Saved entries:
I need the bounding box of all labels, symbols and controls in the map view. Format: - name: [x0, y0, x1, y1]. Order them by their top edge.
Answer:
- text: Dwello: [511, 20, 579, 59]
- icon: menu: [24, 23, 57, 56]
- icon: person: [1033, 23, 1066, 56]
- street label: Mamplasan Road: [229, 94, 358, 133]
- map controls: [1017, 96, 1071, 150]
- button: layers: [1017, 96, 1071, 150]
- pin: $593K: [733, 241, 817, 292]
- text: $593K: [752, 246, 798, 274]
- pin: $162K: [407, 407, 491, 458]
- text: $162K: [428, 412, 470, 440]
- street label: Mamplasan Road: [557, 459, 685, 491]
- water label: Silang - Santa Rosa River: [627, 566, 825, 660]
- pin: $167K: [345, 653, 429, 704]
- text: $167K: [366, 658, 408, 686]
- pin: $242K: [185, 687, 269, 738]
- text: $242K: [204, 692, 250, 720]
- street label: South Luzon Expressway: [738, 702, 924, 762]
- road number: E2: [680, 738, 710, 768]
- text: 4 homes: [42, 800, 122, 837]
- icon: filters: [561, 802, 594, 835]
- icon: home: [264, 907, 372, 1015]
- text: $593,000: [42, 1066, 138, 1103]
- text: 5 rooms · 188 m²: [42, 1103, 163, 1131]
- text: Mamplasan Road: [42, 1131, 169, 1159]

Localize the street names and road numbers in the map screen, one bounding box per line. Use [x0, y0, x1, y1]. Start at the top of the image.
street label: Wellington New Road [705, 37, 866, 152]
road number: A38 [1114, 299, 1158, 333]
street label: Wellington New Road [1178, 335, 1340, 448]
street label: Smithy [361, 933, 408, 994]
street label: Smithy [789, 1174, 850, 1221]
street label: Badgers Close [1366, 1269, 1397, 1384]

▶ About this task
Give a word-for-word restatement of every record.

▶ Finished task
I need the bounding box of all labels, symbols and controls in the map view. Format: - name: [x0, y0, x1, y1]. Order them by their top edge.
Answer:
- text: Dwello: [511, 20, 579, 59]
- icon: menu: [24, 23, 57, 56]
- icon: person: [1033, 23, 1066, 56]
- street label: Mamplasan Road: [229, 94, 358, 133]
- map controls: [1017, 96, 1071, 150]
- button: layers: [1017, 96, 1071, 150]
- pin: $593K: [733, 241, 817, 292]
- text: $593K: [752, 246, 798, 274]
- pin: $162K: [407, 407, 491, 458]
- text: $162K: [428, 412, 470, 440]
- street label: Mamplasan Road: [557, 459, 685, 491]
- water label: Silang - Santa Rosa River: [627, 566, 825, 660]
- pin: $167K: [345, 653, 429, 704]
- text: $167K: [366, 658, 408, 686]
- pin: $242K: [185, 687, 269, 738]
- text: $242K: [204, 692, 250, 720]
- street label: South Luzon Expressway: [738, 702, 924, 762]
- road number: E2: [680, 738, 710, 768]
- text: 4 homes: [42, 800, 122, 837]
- icon: filters: [561, 802, 594, 835]
- icon: home: [264, 907, 372, 1015]
- text: $593,000: [42, 1066, 138, 1103]
- text: 5 rooms · 188 m²: [42, 1103, 163, 1131]
- text: Mamplasan Road: [42, 1131, 169, 1159]

Localize the street names and road numbers in the map screen, one bounding box per line. Use [x0, y0, x1, y1]. Start at the top of the image.
street label: Wellington New Road [705, 37, 866, 152]
road number: A38 [1114, 299, 1158, 333]
street label: Wellington New Road [1178, 335, 1340, 448]
street label: Smithy [361, 933, 408, 994]
street label: Smithy [789, 1174, 850, 1221]
street label: Badgers Close [1366, 1269, 1397, 1384]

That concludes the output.